Whereas Udacity and Coursera courses are created by university professors and the quality is tightly controlled, it seems like Udemy was thrown together quickly by internet entrepreneurs  and was then populated quickly by whatever material could be found (or by whoever found Udemy and decided to put content on there). Udemy is only a platform, and seems to have no relation to the people who publish content there, so like any other open marketplace there is good quality stuff a lot of crap that you must sift through. Udemy classes seem to be all over the place. For example, there is a class on how to use google adwordshow to use wordpressa Tai Chi class, and a class called An Introduction to basic Hand Balancing. Now, I would certainly enjoy learning all of these things if I had enough time for it, but I am concerned about the quality of the courses offered on Udemy.
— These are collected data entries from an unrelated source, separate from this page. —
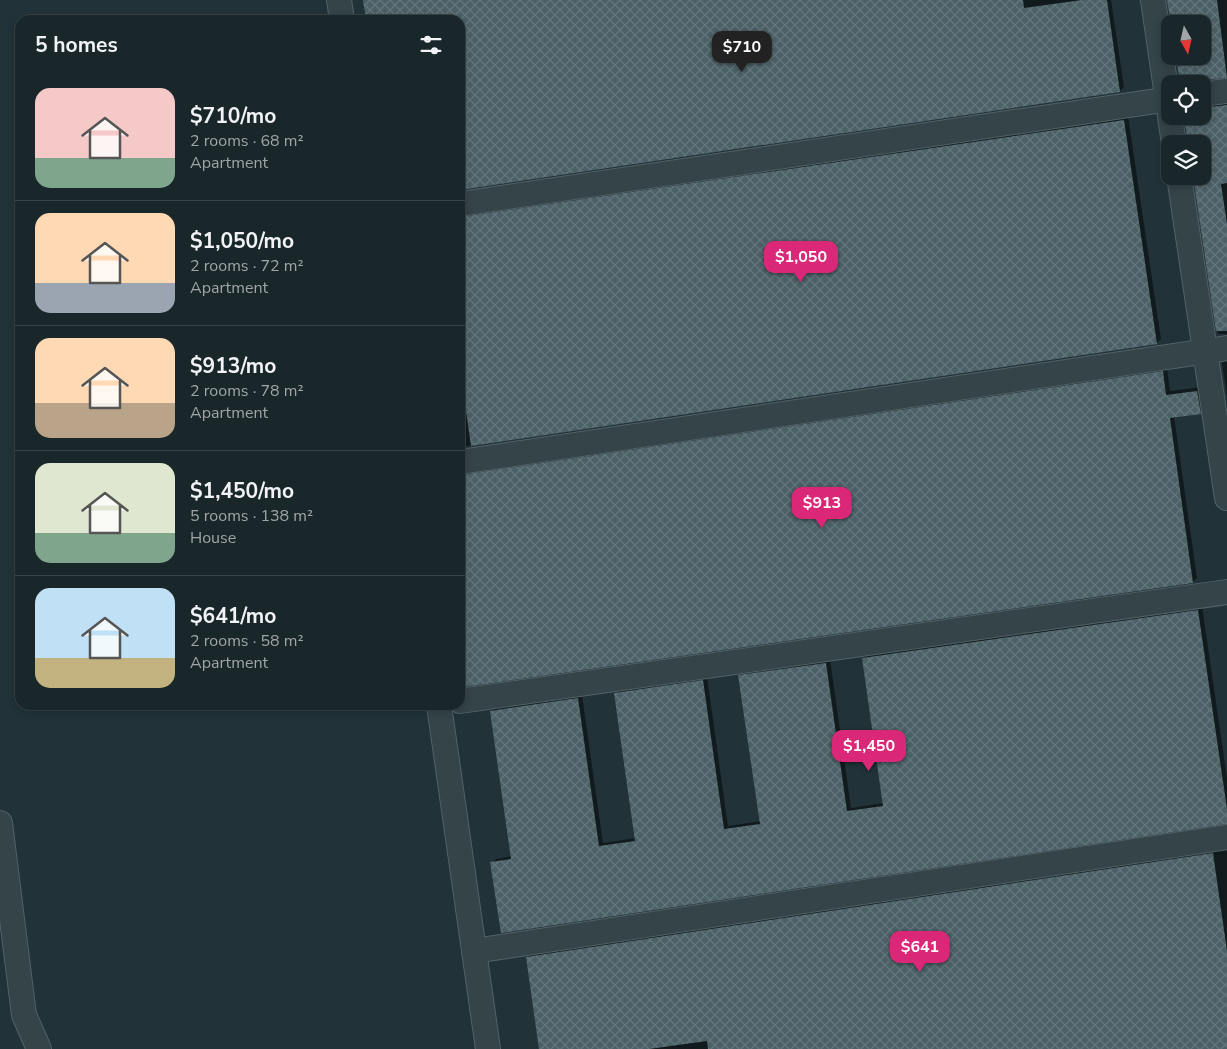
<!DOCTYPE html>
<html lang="en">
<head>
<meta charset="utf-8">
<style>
	:root { --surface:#19262a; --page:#263236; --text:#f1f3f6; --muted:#9fa5a8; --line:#374347; --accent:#db2777 }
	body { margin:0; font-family:"Nunito Sans",sans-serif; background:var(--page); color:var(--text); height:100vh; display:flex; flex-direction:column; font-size:19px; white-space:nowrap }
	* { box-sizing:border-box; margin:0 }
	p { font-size:16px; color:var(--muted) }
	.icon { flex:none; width:28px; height:28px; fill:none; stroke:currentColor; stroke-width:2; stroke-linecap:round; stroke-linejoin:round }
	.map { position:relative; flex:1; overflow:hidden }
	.details { position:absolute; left:15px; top:15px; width:450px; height:695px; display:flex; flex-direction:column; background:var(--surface); border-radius:15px; box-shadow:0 2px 8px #0003,0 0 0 1px var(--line) }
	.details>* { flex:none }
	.needle { width:32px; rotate:172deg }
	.fabs { position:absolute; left:1161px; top:15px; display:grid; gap:10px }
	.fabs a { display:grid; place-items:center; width:50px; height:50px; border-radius:10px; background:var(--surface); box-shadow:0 2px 8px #0003,0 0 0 1px var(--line); font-size:25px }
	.price { position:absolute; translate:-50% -42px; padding:0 11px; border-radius:10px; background:var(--accent); color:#fff; font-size:16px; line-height:32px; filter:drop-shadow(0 1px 2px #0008) }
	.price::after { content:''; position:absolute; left:50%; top:30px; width:15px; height:11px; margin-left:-8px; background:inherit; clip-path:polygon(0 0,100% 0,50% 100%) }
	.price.selected { background:#222; color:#fff }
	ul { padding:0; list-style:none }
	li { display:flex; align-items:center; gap:15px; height:125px; padding:0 20px }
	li+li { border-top:1px solid var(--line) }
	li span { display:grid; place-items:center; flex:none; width:140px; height:100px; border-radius:15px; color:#555 }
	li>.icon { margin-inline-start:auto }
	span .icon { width:60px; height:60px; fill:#fffc; stroke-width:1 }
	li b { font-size:21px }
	h2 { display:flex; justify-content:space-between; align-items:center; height:60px; padding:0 20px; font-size:21px }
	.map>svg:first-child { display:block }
	.shadow { fill:#0007 }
	.building { fill:url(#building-cross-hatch) }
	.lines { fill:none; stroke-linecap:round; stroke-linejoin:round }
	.minor-casing { stroke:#526267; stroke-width:26 }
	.minor { stroke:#354449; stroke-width:24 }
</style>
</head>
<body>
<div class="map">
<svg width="1227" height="1049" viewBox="0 0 1227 1049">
	<defs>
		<pattern id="building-cross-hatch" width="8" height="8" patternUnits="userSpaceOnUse" patternTransform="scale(1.25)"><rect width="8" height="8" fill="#4c6167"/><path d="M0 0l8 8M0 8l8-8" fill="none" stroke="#63767b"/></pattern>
	</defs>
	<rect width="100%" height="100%" fill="#213338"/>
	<g class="shadow">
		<polygon points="364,0 1111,0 1124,87 1120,91 460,189 460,20 367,20"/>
		<polygon points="1169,0 1227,0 1227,76 1202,56 1202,24"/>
		<polygon points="1227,102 1227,334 1218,334 1195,176 1202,176 1202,103"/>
		<polygon points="1128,116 1161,339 1157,343 460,447 460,213"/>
		<polygon points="1226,359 1227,359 1227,396 1222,363"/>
		<polygon points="1167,368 1170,391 1201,387 1204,408 1200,412 1174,416 1197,578 1193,582 460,650 460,471"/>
		<polygon points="1202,606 1227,778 1227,823 492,863 496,859 512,856 491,711 495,707 582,695 603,843 636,838 615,693 620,689 707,677 728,826 761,821 740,676 744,672 830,659 851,808 884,803 863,658 867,654"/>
		<polygon points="1227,847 1227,1049 540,1049 527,958 531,953"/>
	</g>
	<g class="building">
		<polygon points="363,0 1023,0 1024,8 1082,0 1107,0 1120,92 460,190 460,20 366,20"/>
		<polygon points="1167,0 1217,0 1227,78 1200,80 1193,84 1180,84 1176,56 1202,56 1202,24 1171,24"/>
		<polygon points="1227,105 1227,183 1221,184 1227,224 1227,331 1216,331 1193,176 1202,176 1202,144 1188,144 1184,116 1202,116 1202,108"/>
		<polygon points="1124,120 1157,344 471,446 460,369 460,257 464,256 460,217"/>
		<polygon points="1163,371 1166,395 1197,391 1201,414 1170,418 1193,583 464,687 460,659 460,546 465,545 460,514 460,475"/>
		<polygon points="1198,610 1227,809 1227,824 501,933 490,862 511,859 490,711 578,698 599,846 635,841 614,693 703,680 724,829 760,824 738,675 826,663 847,811 883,806 862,658"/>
		<polygon points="1213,853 1227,951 1227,1049 708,1049 707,1041 649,1049 539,1049 526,957"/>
	</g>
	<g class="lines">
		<g class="minor-casing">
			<g id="minor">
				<polyline points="339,0 342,20"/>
				<polyline points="1153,0 1174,144"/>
				<polyline points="1202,94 1227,91"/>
				<polyline points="1179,176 1227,498"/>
				<polyline points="460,204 1170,99"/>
				<polyline points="460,462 1227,348"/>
				<polyline points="460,701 1227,592"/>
				<polyline points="439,705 488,1049"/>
				<polyline points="0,823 24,1015 39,1049"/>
				<polyline points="474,951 1227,837"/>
			</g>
		</g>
		<use href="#minor" class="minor"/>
	</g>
</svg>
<div class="fabs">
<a><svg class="needle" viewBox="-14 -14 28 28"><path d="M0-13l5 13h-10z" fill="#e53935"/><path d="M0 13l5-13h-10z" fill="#9fa5a8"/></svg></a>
<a><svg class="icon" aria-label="locate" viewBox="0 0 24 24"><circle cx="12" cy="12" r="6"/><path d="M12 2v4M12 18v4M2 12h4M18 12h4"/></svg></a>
<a><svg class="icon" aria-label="layers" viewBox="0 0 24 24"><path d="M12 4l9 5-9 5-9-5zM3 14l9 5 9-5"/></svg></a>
</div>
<b class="price selected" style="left:742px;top:73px">$710</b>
<b class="price" style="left:801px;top:283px">$1,050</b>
<b class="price" style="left:822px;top:529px">$913</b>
<b class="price" style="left:869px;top:772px">$1,450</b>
<b class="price" style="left:920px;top:973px">$641</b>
<section class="details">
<h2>5 homes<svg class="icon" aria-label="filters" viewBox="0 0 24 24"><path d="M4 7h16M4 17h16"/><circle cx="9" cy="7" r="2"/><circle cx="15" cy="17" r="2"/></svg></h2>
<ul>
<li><span style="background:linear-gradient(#f6c9c9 70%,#7fa58c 0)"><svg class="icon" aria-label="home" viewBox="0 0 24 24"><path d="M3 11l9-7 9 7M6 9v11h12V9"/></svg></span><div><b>$710/mo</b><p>2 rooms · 68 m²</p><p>Apartment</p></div></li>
<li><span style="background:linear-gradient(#ffd9b3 70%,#9aa5b1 0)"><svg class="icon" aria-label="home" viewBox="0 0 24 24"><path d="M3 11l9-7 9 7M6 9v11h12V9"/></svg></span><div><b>$1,050/mo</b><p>2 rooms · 72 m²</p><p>Apartment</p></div></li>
<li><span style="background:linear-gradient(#ffd9b3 65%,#b9a48a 0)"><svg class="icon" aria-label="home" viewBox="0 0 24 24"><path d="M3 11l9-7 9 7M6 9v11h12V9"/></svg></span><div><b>$913/mo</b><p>2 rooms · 78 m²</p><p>Apartment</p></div></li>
<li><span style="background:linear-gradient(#dfe7d0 70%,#7fa58c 0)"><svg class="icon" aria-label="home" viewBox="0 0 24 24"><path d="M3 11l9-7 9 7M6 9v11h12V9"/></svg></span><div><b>$1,450/mo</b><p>5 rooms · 138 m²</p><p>House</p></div></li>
<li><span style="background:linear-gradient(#bfe0f5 70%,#c2b280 0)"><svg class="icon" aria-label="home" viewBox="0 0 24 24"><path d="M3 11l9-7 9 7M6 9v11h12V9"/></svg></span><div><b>$641/mo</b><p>2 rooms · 58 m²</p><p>Apartment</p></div></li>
</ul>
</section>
</div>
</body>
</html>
Some of Udemy’s courses are free, and some of the courses must be paid for. Each class is independent of all other classes. They lack the structure that Coursera has, and there are no quizzes or tests. Many of the classes seem to focus on internet marketing and SEO. I assume that the passive income crowd and bloggers are using Udemy as a source of income, but I have no doubt that in the long run it will earn much less than Udacity or Coursera.
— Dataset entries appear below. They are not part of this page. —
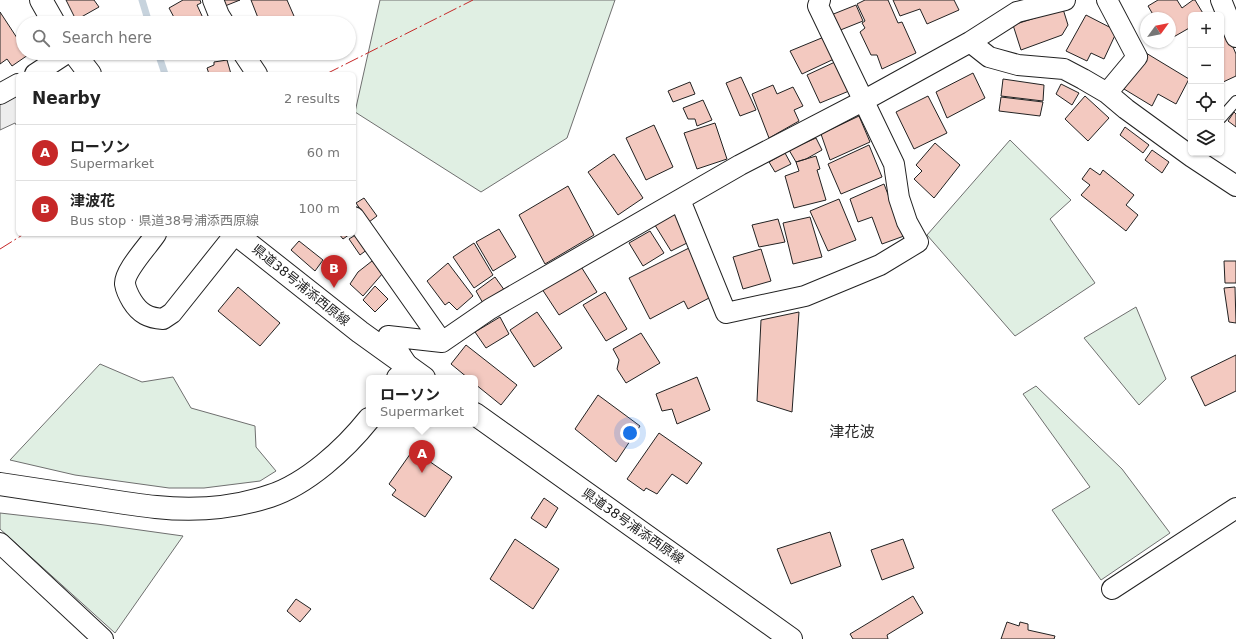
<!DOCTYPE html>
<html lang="en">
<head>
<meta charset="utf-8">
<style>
  :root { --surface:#fff; --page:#f2f2f2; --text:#222; --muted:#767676; --line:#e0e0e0; --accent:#c62828 }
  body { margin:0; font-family:"DejaVu Sans","Noto Sans JP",sans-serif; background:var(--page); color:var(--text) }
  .controls { position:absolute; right:12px; top:12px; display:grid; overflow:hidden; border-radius:6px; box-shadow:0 1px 3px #0004 }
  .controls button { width:36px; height:36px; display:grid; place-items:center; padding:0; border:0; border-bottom:1px solid var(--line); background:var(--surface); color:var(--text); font:20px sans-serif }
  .compass { position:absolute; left:1140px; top:12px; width:36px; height:36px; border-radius:50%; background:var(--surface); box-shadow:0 1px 3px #0004; rotate:57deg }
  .you { position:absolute; left:630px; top:433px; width:14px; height:14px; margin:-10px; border:3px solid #fff; border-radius:50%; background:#1a73e8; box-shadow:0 0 0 6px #1a73e833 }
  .badge { display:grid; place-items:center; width:26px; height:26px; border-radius:50%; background:var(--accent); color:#fff; font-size:13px; font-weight:700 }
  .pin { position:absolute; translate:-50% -33px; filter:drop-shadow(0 1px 2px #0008) }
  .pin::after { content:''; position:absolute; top:21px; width:14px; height:12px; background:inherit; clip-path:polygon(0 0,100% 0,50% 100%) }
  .popup { position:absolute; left:366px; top:375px; width:112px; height:52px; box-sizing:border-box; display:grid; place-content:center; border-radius:6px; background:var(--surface); filter:drop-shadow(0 1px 3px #0005); font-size:13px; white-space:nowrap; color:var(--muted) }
  .popup b { font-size:15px; color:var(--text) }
  .popup::after { content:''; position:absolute; left:50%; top:100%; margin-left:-8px; border:8px solid transparent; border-top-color:var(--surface) }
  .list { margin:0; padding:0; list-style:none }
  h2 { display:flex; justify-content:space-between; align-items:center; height:52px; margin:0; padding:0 16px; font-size:17px }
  h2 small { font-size:13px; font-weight:400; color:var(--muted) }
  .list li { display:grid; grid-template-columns:26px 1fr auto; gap:12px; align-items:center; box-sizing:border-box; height:56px; padding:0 16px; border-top:1px solid var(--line) }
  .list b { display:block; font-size:15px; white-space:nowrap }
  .list p { margin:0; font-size:13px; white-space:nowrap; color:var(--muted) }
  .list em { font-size:13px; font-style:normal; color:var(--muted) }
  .icon { flex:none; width:22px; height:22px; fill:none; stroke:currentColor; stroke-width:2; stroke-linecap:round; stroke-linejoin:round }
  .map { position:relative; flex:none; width:1236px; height:639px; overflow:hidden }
  .search { position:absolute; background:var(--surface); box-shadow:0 1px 3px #0004; left:16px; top:16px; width:340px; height:44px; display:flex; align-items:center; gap:10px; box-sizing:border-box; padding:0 14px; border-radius:22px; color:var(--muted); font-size:15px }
  .panel { position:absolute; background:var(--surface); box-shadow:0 1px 3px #0004; left:16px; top:72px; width:340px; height:164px; border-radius:6px }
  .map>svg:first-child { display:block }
</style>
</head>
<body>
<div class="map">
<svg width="1236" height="639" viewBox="0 0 1236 639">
  <rect width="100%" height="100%" fill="#fff"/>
  <path fill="#e0efe3" stroke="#6f6f6f" d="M380,0H615L567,138L481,192L355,112Z
    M1010,140L1071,200L1050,219L1095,283L1015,336L927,235Z
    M1136,307L1166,379L1139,405L1084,338Z
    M100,364L142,382L173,377L191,408L255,426L256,447L276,471L260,481L204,488H169L75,475L10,460Z
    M1036,386L1122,469L1170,533L1101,580L1052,510L1090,487L1023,394Z
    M0,513L97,524L183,536L115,633L0,529Z"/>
  <path fill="#ededed" stroke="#6f6f6f" d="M18,91V128L15,123L0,130V100Z"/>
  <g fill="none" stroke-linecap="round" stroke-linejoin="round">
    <path stroke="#c7d3dd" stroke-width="7" d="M142,0L149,23
      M158,53L165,74"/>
  </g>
  <path fill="#f3c9c0" stroke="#222" d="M66,0H94L99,7L76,20Z
    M183,0H200L201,3L197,5L203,18L208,16L210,22L208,23H177L169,8Z
    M222,0H240L225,6Z
    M251,0H287L297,23H260Z
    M865,0H888L898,23L902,22L916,53L882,69L877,55H871L860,32L865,28L862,23L865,21L857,4Z
    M893,0H954L959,10L927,24L920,9L900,16Z
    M1158,0H1177L1182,8L1193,0H1195L1204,15H1191V27L1170,39V18H1155L1148,6Z
    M856,5L863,21L838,31L831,15Z
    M1063,9L1068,25L1062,35L1021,50L1013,25Z
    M0,12L23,47V53H27L28,55L12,66L7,59L0,64Z
    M1086,15L1117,31L1104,59L1091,53L1087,61L1066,51Z
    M1227,33L1236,54V76L1221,83V36Z
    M824,37L834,59L802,74L790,51Z
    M1146,53L1189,79L1176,104L1158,94L1152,106L1124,89Z
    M227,60L231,74H209L207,68L214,65V62Z
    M835,62L849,91L820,103L807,75Z
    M973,73L985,98L947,118L936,92Z
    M741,77L756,110L740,116L726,83Z
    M1003,79L1044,85L1043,101L1001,96Z
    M690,82L695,94L673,102L668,91Z
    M1061,84L1079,93L1072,105L1056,94Z
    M773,85L777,94L793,87L803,106L794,110L799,121L769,138L752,94Z
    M928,96L947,133L914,149L896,112Z
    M1085,96L1109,118L1088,141L1065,119Z
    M1001,97L1043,102L1040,116L999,111Z
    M703,100L712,120L697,126L695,119H688L683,108Z
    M1234,112L1236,114V127L1228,121Z
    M859,116L870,142L830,160L821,134Z
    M715,123L727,159L697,169L684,133Z
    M654,125L673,167L646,180L626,138Z
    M1125,127L1149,145L1143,153L1120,135Z
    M816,138L822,150L806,159L796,162L789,150Z
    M935,143L960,165L934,198L914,179L922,171L916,165Z
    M869,145L882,177L841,194L828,164Z
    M1152,150L1169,162L1162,173L1145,160Z
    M785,153L791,164L775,172L769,162Z
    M614,154L643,198L618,215L588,172Z
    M816,156L820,169L817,170L826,200L794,208L785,176L799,171L796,162Z
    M1090,168L1100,175L1103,170L1134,195L1126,205L1138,215L1126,231L1081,195L1090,185L1082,179Z
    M884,184L904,236L882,244L872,217L858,222L850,199Z
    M568,186L594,235L545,264L519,215Z
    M364,198L377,216L369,222L356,203Z
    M839,199L856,240L828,251L810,211Z
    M676,209L693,240L671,251L653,222Z
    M810,217L822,257L793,264L783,223Z
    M778,219L785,242L759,247L752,225Z
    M499,229L516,257L493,271L476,242Z
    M650,231L664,253L643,266L629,243Z
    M339,234H350L343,239Z
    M357,234L368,249L360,255L349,239Z
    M299,241L323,260L315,271L291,250Z
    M474,243L493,275L474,288L453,257Z
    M691,247L711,297L688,309L684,301L650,319L629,278Z
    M761,249L771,281L743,289L733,257Z
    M372,261L383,273L363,296L350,284L358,272Z
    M1224,261H1236V283H1225Z
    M448,263L473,296L457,310L449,302L445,305L427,281Z
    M580,265L597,292L559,315L542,289Z
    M495,277L505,291L484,305L476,291Z
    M375,286L388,299L375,312L363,300Z
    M238,287L280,323L260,346L218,311Z
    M1235,287L1236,323L1229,322L1224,288Z
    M605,292L627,329L606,341L583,305Z
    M537,312L562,348L534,367L510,330Z
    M799,312L792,412L757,401L761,320Z
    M500,317L509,334L486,348L475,332Z
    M641,333L660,363L626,383L617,369L619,360L613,349Z
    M466,345L517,385L501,405L475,384V378H468L451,364Z
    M1236,355V391L1205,406L1191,377Z
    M697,377L710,410L677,424L672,409L662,411L656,394Z
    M598,395L640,426L616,462L575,429Z
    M659,433L702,463L687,484L672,474L657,494L646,488L644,491L627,479Z
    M413,450L452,477L425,517L392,495L396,490L389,484Z
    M544,498L558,508L546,528L531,518Z
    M830,532L841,566L791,584L777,549Z
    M515,539L559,569L533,609L490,579Z
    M903,539L914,568L882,580L871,550Z
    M913,596L923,613L887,635L888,639H853L850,634Z
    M296,599L311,609L300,622L287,611Z
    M1007,622L1019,626L1020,622L1028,624V630L1055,636L1054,639H1001Z"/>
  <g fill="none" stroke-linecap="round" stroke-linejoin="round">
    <g stroke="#222" stroke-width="12">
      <path id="lane" d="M1221,118L1236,101"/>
    </g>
    <g stroke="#222" stroke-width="22">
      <path id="street" d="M213,0L219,15L224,23
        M1107,0L1137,57L1107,93
        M1221,0L1236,37
        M970,42L989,57L1018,65L1064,69L1083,79L1107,93L1126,109L1192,157L1236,186
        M243,53L257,74
        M35,74L67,53
        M0,94L18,84
        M680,200L726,313L805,296L880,265L918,242L907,222L899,198L894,164L818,6L820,0
        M354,217L442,342
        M156,234C149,245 124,271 125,284C126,290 129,296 132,301C140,314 149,318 163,319L172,313L235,234
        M406,363L388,336L442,342L490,309L740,165L863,101L970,42L1017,12L1065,0
        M0,543L103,639
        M1112,589L1236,508"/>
    </g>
    <g stroke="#222" stroke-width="24">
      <path id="secondary" d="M398,378L409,368
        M0,484C33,489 66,494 99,499C118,502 137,505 156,507C193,511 234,508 270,496C307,484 345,449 369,419"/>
    </g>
    <g stroke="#222" stroke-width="24">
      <path id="primary" d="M41,0L54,23
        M74,53L90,74
        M236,234L360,332L424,378
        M475,414L791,639"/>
    </g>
    <use href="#lane" stroke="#fff" stroke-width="10"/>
    <use href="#street" stroke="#fff" stroke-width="20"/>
    <use href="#secondary" stroke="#fff" stroke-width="22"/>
    <use href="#primary" stroke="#fff" stroke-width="22"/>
    <path stroke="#c62828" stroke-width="1" stroke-dasharray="14 3 2 3" stroke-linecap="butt" d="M326,74L473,0
      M0,249L24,234"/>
  </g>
  <g text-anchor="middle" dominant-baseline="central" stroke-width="3" stroke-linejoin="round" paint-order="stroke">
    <g font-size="13" fill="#222" stroke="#fff">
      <text transform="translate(301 285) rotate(39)">県道38号浦添西原線</text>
      <text transform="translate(633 526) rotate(35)">県道38号浦添西原線</text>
    </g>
    <g font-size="15" fill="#222" stroke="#fff">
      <text x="852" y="432">津花波</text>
    </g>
  </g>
</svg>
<div class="controls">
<button>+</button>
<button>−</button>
<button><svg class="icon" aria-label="locate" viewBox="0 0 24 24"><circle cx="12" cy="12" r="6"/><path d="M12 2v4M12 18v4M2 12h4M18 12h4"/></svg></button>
<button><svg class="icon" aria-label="layers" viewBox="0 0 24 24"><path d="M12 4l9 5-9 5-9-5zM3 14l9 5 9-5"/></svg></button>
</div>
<svg class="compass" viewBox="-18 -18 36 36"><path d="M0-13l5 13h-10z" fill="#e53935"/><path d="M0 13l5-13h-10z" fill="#767676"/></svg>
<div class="you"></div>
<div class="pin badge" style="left:422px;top:473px">A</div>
<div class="popup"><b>ローソン</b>Supermarket</div>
<div class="pin badge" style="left:334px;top:288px">B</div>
<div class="search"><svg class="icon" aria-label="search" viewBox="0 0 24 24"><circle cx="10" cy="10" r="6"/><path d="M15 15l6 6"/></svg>Search here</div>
<section class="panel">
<h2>Nearby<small>2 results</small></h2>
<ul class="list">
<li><span class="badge">A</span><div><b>ローソン</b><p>Supermarket</p></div><em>60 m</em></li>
<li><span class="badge">B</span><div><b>津波花</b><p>Bus stop · 県道38号浦添西原線</p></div><em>100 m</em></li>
</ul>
</section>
</div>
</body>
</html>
The open nature of Udemy also causes it to lack focus. This isn’t inherently a bad thing: lots of great things come from diversity, but I fear that as a business model Udemy won’t reach the heights of the major players in online education. Whereas MRU is highly focused, and Udacity is fairly focused, Udemy has no focus whatsoever. It is merely a platform, in which people put up their own classes. Again, I want to stress that this doesn’t mean that they are all bad. I took Brazil for Beginners from Udemy, and it was my first venture into serious online education. It was nice: I got a good introduction to Brazil. Also, it is specific enough that if I had to wait for Stanford or Yale to put up a class on Brazil, I probably would have had to wait for several years. So although it is nice to have the official stamp of a well-known university on the course that I am taking, there are also benefits to allowing other actors to provide course material. However, the class consisted of only video lectures. There wasn’t any interaction with other students in forums, and there were no writing assignments, quizzes, or tests.
Regardless, if you want to learn how to market yourself on the internet and how to build a good blog, you will probably learn far more at Udemy then at any other MOOC platform. Coursera doesn’t offer any marketing courses, but Udemy is full of them. Udacity won’t teach you how to do SEO for goolge, but you can find that on Udemy.